Recruitment Successes, Woes
The University of Louisville School of Medicine recently celebrated the 15th anniversary of its geriatric fellowship program. As with most programs, if not all, recruitment has been a challenge. There used to be three slots for fellows; this has been reduced to two. The strength of the Louisville program is its faculty, who serve as medical directors at five facilities, and the diversity of its practice settings, including the VA home-based primary care program, VA palliative care unit, the physical medicine, and rehabilitation rotation at the university hospital. An in-depth continuity nursing home experience that involves both a clinical and an administrative rotation, and a didactic component that prepares the fellow for leadership and active participation in preparing lectures on case review, serve as a strong foundation for geriatric education and practice.

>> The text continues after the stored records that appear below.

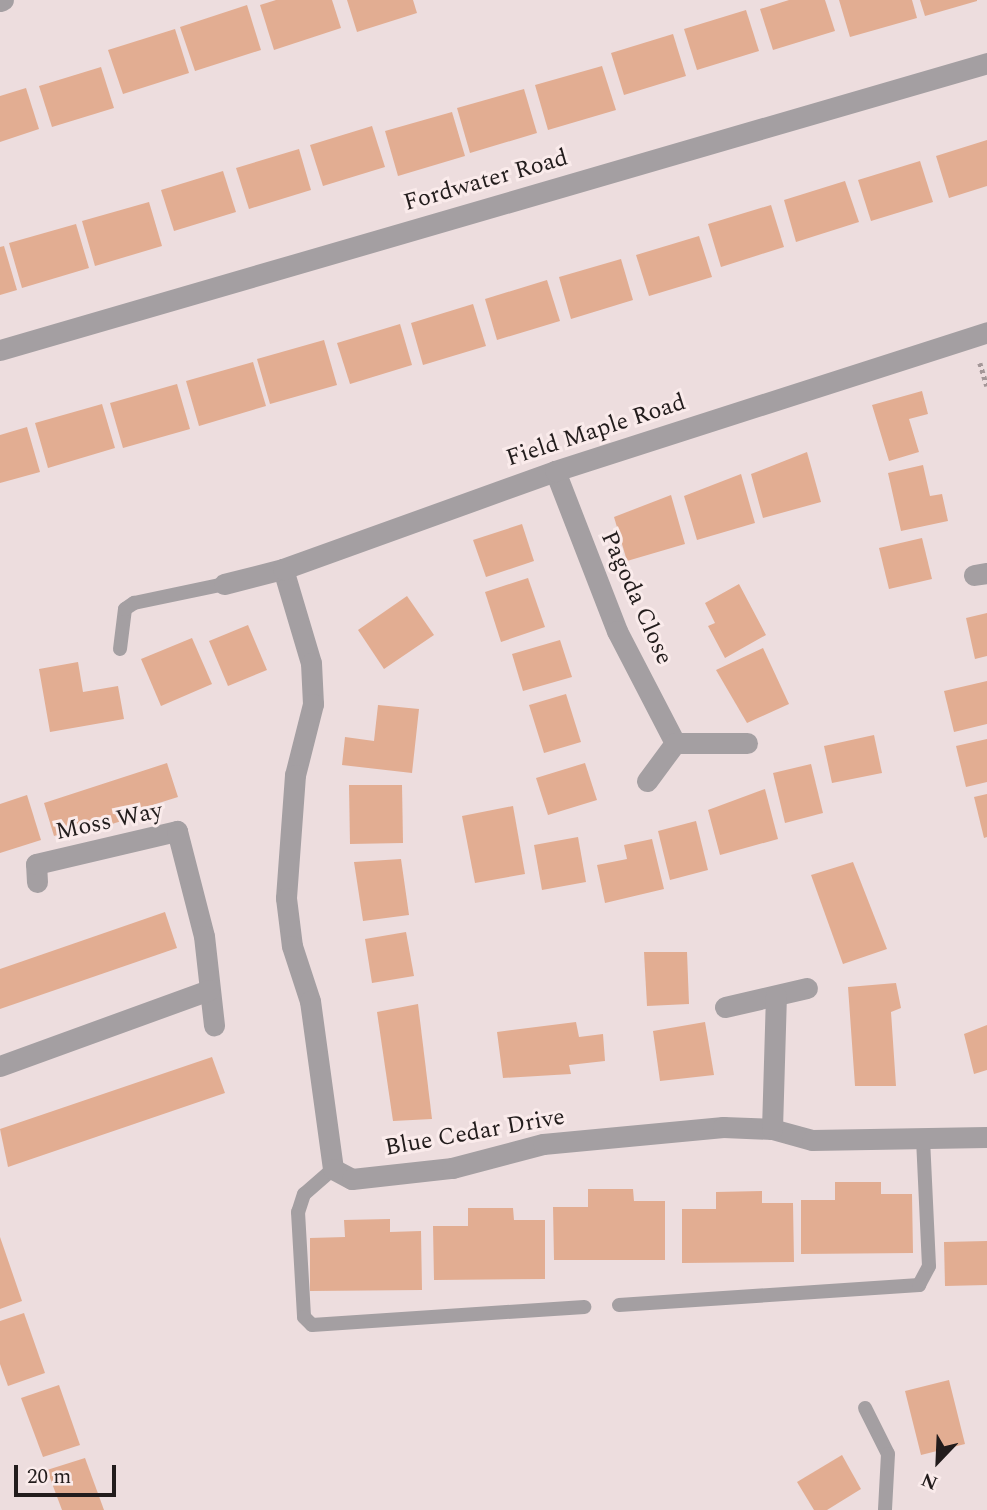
<!DOCTYPE html>
<html>
<head>
<meta charset="utf-8">
<style>
  body { margin:0 }
  #map { position:relative; width:987px; height:1510px; overflow:hidden; background:#edddde; font-family:Spectral,serif }
  div>[style] { position:absolute }
  .building>* { inset:0; background:#e2ad92 }
  .path>* { height:4.5px; margin-top:-2.25px; transform-origin:0; background:repeating-linear-gradient(90deg,#a49798 0 3.5px,transparent 0 7px) }
  .lane>* { height:14px; margin:-7px; padding:0 7px; transform-origin:7px; border-radius:7px; background:#a49fa2 }
  .street>* { height:21px; margin:-10.5px; padding:0 10.5px; transform-origin:10.5px; border-radius:10.5px; background:#a49fa2 }
  span { translate:-50% -50%; white-space:nowrap; text-align:center; line-height:1.15; -webkit-text-stroke:6px #faebeb; paint-order:stroke }
  .street-label { font-size:24px; color:#221c1c }
  .north { position:absolute; left:903px; top:1426px; width:70px; height:70px; -webkit-text-stroke:5px #faebeb; paint-order:stroke; rotate:203deg; font-size:19px; font-weight:700; line-height:28px; text-align:center; color:#221c1c }
  .north::after { content:''; display:block; margin:auto; width:24px; height:32px; background:#221c1c; clip-path:polygon(50% 0,100% 100%,50% 72%,0 100%) }
  .scale { position:absolute; left:14px; top:1465px; width:102px; height:32px; box-sizing:border-box; border:4px solid #221c1c; border-top:0; padding-left:9px; font-size:21px; line-height:24px; white-space:nowrap; color:#221c1c; -webkit-text-stroke:5px #faebeb; paint-order:stroke }
</style>
</head>
<body>
<div id="map">
  <div class="building">
    <i style="clip-path:polygon(276px 0,332px 0,341px 28px,274px 50px,260px 5px)"></i>
    <i style="clip-path:polygon(347px 0,413px 0,417px 13px,357px 32px)"></i>
    <i style="clip-path:polygon(789px 0,825px 0,835px 31px,773px 50px,760px 9px)"></i>
    <i style="clip-path:polygon(839px 0,912px 0,917px 18px,850px 37px)"></i>
    <i style="clip-path:polygon(920px 0,977px 0,977px 1px,925px 16px)"></i>
    <i style="clip-path:polygon(247px 5px,261px 50px,195px 71px,180px 27px)"></i>
    <i style="clip-path:polygon(746px 10px,759px 51px,697px 70px,684px 29px)"></i>
    <i style="clip-path:polygon(175px 29px,189px 73px,123px 94px,108px 50px)"></i>
    <i style="clip-path:polygon(673px 34px,686px 76px,624px 95px,611px 53px)"></i>
    <i style="clip-path:polygon(602px 66px,616px 110px,548px 130px,535px 85px)"></i>
    <i style="clip-path:polygon(101px 67px,114px 108px,52px 127px,39px 86px)"></i>
    <i style="clip-path:polygon(26px 88px,39px 129px,0 142px,0 96px)"></i>
    <i style="clip-path:polygon(524px 89px,537px 133px,470px 153px,457px 108px)"></i>
    <i style="clip-path:polygon(452px 112px,465px 156px,398px 176px,385px 131px)"></i>
    <i style="clip-path:polygon(372px 126px,385px 167px,323px 186px,310px 145px)"></i>
    <i style="clip-path:polygon(987px 140px,987px 186px,949px 198px,936px 156px)"></i>
    <i style="clip-path:polygon(299px 149px,311px 190px,249px 209px,236px 168px)"></i>
    <i style="clip-path:polygon(920px 161px,933px 202px,871px 221px,858px 180px)"></i>
    <i style="clip-path:polygon(223px 171px,236px 212px,174px 231px,161px 190px)"></i>
    <i style="clip-path:polygon(845px 181px,859px 222px,796px 242px,784px 200px)"></i>
    <i style="clip-path:polygon(149px 202px,162px 246px,95px 266px,82px 221px)"></i>
    <i style="clip-path:polygon(771px 205px,784px 247px,721px 267px,708px 224px)"></i>
    <i style="clip-path:polygon(76px 224px,89px 268px,22px 288px,9px 243px)"></i>
    <i style="clip-path:polygon(699px 236px,712px 277px,649px 296px,636px 255px)"></i>
    <i style="clip-path:polygon(4px 246px,17px 290px,0 295px,0 247px)"></i>
    <i style="clip-path:polygon(621px 259px,633px 300px,571px 319px,559px 277px)"></i>
    <i style="clip-path:polygon(547px 280px,560px 321px,497px 340px,485px 299px)"></i>
    <i style="clip-path:polygon(473px 304px,486px 346px,423px 365px,411px 323px)"></i>
    <i style="clip-path:polygon(400px 324px,412px 365px,350px 384px,337px 343px)"></i>
    <i style="clip-path:polygon(324px 340px,337px 385px,270px 404px,257px 359px)"></i>
    <i style="clip-path:polygon(253px 362px,266px 406px,199px 426px,186px 381px)"></i>
    <i style="clip-path:polygon(177px 384px,190px 429px,123px 448px,110px 403px)"></i>
    <i style="clip-path:polygon(922px 391px,928px 414px,909px 419px,919px 452px,889px 461px,872px 405px)"></i>
    <i style="clip-path:polygon(102px 404px,115px 448px,48px 468px,35px 423px)"></i>
    <i style="clip-path:polygon(27px 427px,40px 472px,0 483px,0 435px)"></i>
    <i style="clip-path:polygon(807px 452px,821px 502px,763px 518px,751px 474px)"></i>
    <i style="clip-path:polygon(923px 465px,930px 496px,942px 494px,948px 521px,901px 531px,888px 473px)"></i>
    <i style="clip-path:polygon(741px 474px,755px 523px,697px 540px,684px 496px)"></i>
    <i style="clip-path:polygon(671px 495px,685px 544px,627px 561px,614px 517px)"></i>
    <i style="clip-path:polygon(522px 524px,534px 561px,486px 577px,473px 540px)"></i>
    <i style="clip-path:polygon(922px 538px,932px 579px,889px 589px,879px 548px)"></i>
    <i style="clip-path:polygon(528px 578px,545px 627px,501px 642px,485px 592px)"></i>
    <i style="clip-path:polygon(739px 584px,766px 635px,725px 658px,708px 626px,715px 623px,705px 603px)"></i>
    <i style="clip-path:polygon(407px 596px,434px 635px,384px 669px,358px 630px)"></i>
    <i style="clip-path:polygon(987px 613px,987px 656px,975px 659px,966px 618px)"></i>
    <i style="clip-path:polygon(248px 625px,267px 670px,228px 686px,209px 641px)"></i>
    <i style="clip-path:polygon(192px 638px,212px 684px,161px 706px,141px 659px)"></i>
    <i style="clip-path:polygon(560px 640px,572px 677px,523px 691px,512px 654px)"></i>
    <i style="clip-path:polygon(763px 648px,789px 704px,747px 723px,716px 670px)"></i>
    <i style="clip-path:polygon(78px 662px,83px 692px,118px 686px,124px 719px,50px 732px,39px 669px)"></i>
    <i style="clip-path:polygon(987px 681px,987px 724px,954px 732px,944px 691px)"></i>
    <i style="clip-path:polygon(566px 694px,581px 742px,544px 753px,529px 705px)"></i>
    <i style="clip-path:polygon(378px 705px,419px 709px,412px 773px,342px 765px,345px 737px,374px 741px)"></i>
    <i style="clip-path:polygon(874px 735px,882px 773px,832px 783px,824px 746px)"></i>
    <i style="clip-path:polygon(987px 739px,987px 782px,966px 787px,956px 746px)"></i>
    <i style="clip-path:polygon(167px 763px,178px 797px,130px 812px,131px 818px,112px 824px,111px 818px,54px 836px,44px 803px)"></i>
    <i style="clip-path:polygon(585px 763px,597px 800px,548px 815px,536px 778px)"></i>
    <i style="clip-path:polygon(811px 764px,823px 813px,785px 823px,773px 773px)"></i>
    <i style="clip-path:polygon(349px 785px,402px 785px,403px 843px,350px 844px)"></i>
    <i style="clip-path:polygon(765px 789px,778px 839px,720px 855px,708px 810px)"></i>
    <i style="clip-path:polygon(987px 794px,987px 837px,984px 838px,974px 797px)"></i>
    <i style="clip-path:polygon(27px 795px,41px 840px,0 853px,0 804px)"></i>
    <i style="clip-path:polygon(513px 806px,525px 874px,475px 883px,462px 816px)"></i>
    <i style="clip-path:polygon(696px 821px,708px 870px,670px 880px,658px 831px)"></i>
    <i style="clip-path:polygon(578px 837px,586px 882px,542px 890px,534px 845px)"></i>
    <i style="clip-path:polygon(652px 839px,664px 889px,605px 903px,597px 865px,627px 859px,624px 845px)"></i>
    <i style="clip-path:polygon(401px 859px,409px 915px,363px 921px,354px 862px)"></i>
    <i style="clip-path:polygon(853px 862px,887px 949px,843px 964px,811px 875px)"></i>
    <i style="clip-path:polygon(165px 912px,177px 948px,0 1009px,0 969px)"></i>
    <i style="clip-path:polygon(406px 932px,414px 976px,372px 983px,365px 939px)"></i>
    <i style="clip-path:polygon(644px 952px,687px 952px,689px 1004px,647px 1006px)"></i>
    <i style="clip-path:polygon(896px 983px,901px 1008px,891px 1012px,896px 1086px,855px 1086px,848px 987px)"></i>
    <i style="clip-path:polygon(418px 1004px,432px 1119px,393px 1121px,377px 1012px)"></i>
    <i style="clip-path:polygon(576px 1022px,579px 1037px,603px 1034px,605px 1061px,569px 1065px,571px 1074px,503px 1078px,497px 1032px)"></i>
    <i style="clip-path:polygon(705px 1022px,714px 1075px,660px 1081px,653px 1031px)"></i>
    <i style="clip-path:polygon(987px 1025px,987px 1070px,974px 1074px,964px 1034px)"></i>
    <i style="clip-path:polygon(212px 1057px,225px 1093px,8px 1167px,0 1129px)"></i>
    <i style="clip-path:polygon(835px 1182px,881px 1182px,881px 1194px,912px 1194px,913px 1253px,801px 1254px,801px 1200px,835px 1200px)"></i>
    <i style="clip-path:polygon(588px 1189px,633px 1189px,634px 1201px,665px 1201px,665px 1260px,554px 1260px,553px 1207px,588px 1207px)"></i>
    <i style="clip-path:polygon(762px 1191px,762px 1203px,793px 1203px,794px 1262px,682px 1263px,682px 1209px,716px 1209px,716px 1192px)"></i>
    <i style="clip-path:polygon(468px 1208px,513px 1208px,514px 1220px,545px 1220px,545px 1279px,434px 1280px,433px 1226px,468px 1226px)"></i>
    <i style="clip-path:polygon(390px 1219px,390px 1232px,421px 1231px,422px 1290px,310px 1291px,310px 1238px,345px 1237px,344px 1220px)"></i>
    <i style="clip-path:polygon(0 1237px,22px 1301px,0 1309px)"></i>
    <i style="clip-path:polygon(987px 1241px,987px 1285px,945px 1286px,944px 1242px)"></i>
    <i style="clip-path:polygon(24px 1313px,45px 1373px,8px 1386px,0 1364px,0 1321px)"></i>
    <i style="clip-path:polygon(949px 1380px,965px 1444px,921px 1455px,905px 1391px)"></i>
    <i style="clip-path:polygon(59px 1385px,80px 1445px,43px 1457px,21px 1398px)"></i>
    <i style="clip-path:polygon(842px 1455px,861px 1489px,827px 1510px,814px 1510px,797px 1482px)"></i>
    <i style="clip-path:polygon(85px 1458px,104px 1510px,62px 1510px,47px 1470px)"></i>
  </div>
  <div class="path">
    <i style="left:980px;top:363px;width:24px;rotate:73deg"></i>
  </div>
  <div class="lane">
    <i style="left:120px;top:649px;width:40px;rotate:-82.9deg"></i>
    <i style="left:125px;top:609px;width:11px;rotate:-34deg"></i>
    <i style="left:134px;top:603px;width:92px;rotate:-11.9deg"></i>
    <i style="left:333px;top:1169px;width:38px;rotate:139deg"></i>
    <i style="left:304px;top:1194px;width:19px;rotate:108deg"></i>
    <i style="left:298px;top:1212px;width:105px;rotate:86.7deg"></i>
    <i style="left:304px;top:1317px;width:11px;rotate:45deg"></i>
    <i style="left:312px;top:1325px;width:273px;rotate:-3.8deg"></i>
    <i style="left:619px;top:1305px;width:301px;rotate:-3.8deg"></i>
    <i style="left:919px;top:1285px;width:21px;rotate:-62deg"></i>
    <i style="left:929px;top:1266px;width:129px;rotate:-92.7deg"></i>
    <i style="left:865px;top:1408px;width:51px;rotate:63.4deg"></i>
    <i style="left:888px;top:1454px;width:56px;rotate:93.1deg"></i>
  </div>
  <div class="street">
    <i style="left:0;top:1px;width:3px;rotate:-18deg"></i>
    <i style="left:0;top:350px;width:1028px;rotate:-16.21deg"></i>
    <i style="left:555px;top:471px;width:172px;rotate:68.8deg"></i>
    <i style="left:617px;top:631px;width:126px;rotate:62.6deg"></i>
    <i style="left:283px;top:569px;width:98px;rotate:73.4deg"></i>
    <i style="left:311px;top:663px;width:41px;rotate:87.2deg"></i>
    <i style="left:313px;top:704px;width:73px;rotate:104.2deg"></i>
    <i style="left:295px;top:775px;width:123px;rotate:94.2deg"></i>
    <i style="left:286px;top:898px;width:48px;rotate:82.9deg"></i>
    <i style="left:292px;top:946px;width:58px;rotate:71.9deg"></i>
    <i style="left:310px;top:1001px;width:170px;rotate:82.2deg"></i>
    <i style="left:333px;top:1169px;width:21px;rotate:28deg"></i>
    <i style="left:352px;top:1179px;width:101px;rotate:-6.3deg"></i>
    <i style="left:452px;top:1168px;width:94px;rotate:-14.8deg"></i>
    <i style="left:543px;top:1144px;width:181px;rotate:-5.4deg"></i>
    <i style="left:723px;top:1127px;width:49px;rotate:2.3deg"></i>
    <i style="left:772px;top:1129px;width:41px;rotate:15.4deg"></i>
    <i style="left:812px;top:1140px;width:175px;rotate:-1deg"></i>
    <i style="left:974px;top:575px;width:13px;rotate:-9deg"></i>
    <i style="left:224px;top:584px;width:61px;rotate:-14.3deg"></i>
    <i style="left:283px;top:569px;width:289px;rotate:-19.8deg"></i>
    <i style="left:555px;top:471px;width:454px;rotate:-17.8deg"></i>
    <i style="left:647px;top:781px;width:47px;rotate:-53.6deg"></i>
    <i style="left:675px;top:743px;width:72px"></i>
    <i style="left:37px;top:882px;width:18px;rotate:-93deg"></i>
    <i style="left:36px;top:864px;width:145px;rotate:-13.2deg"></i>
    <i style="left:177px;top:831px;width:108px;rotate:75.6deg"></i>
    <i style="left:204px;top:936px;width:90px;rotate:83.6deg"></i>
    <i style="left:725px;top:1007px;width:84px;rotate:-13deg"></i>
    <i style="left:0;top:1066px;width:222px;rotate:-20deg"></i>
    <i style="left:772px;top:1129px;width:133px;rotate:-88.3deg"></i>
  </div>
  <div class="street-label">
    <span style="left:486px;top:181px;rotate:-16deg">Fordwater Road</span>
    <span style="left:596px;top:431px;rotate:-18deg">Field Maple Road</span>
    <span style="left:636px;top:598px;rotate:66deg">Pagoda Close</span>
    <span style="left:109px;top:822px;rotate:-12deg">Moss Way</span>
    <span style="left:475px;top:1133px;rotate:-10deg">Blue Cedar Drive</span>
  </div>
  <div class="north">N</div>
  <div class="scale">20 m</div>
</div>
</body>
</html>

The respective GFPs of Dr. Sandvik and Dr. Morton certainly align with what Dr. Parks described as “curriculum milestones” for graduating geriatric fellows — the inclusion of “systems-based care for the elderly patient” that accounts for the nuances of different care settings.
Mr. Kubatis director of mission integration for the Evangelical Lutheran Good Samaritan Society. He is an editorial adviser for Caring for the Ages and coordinates the work of various authors for this column.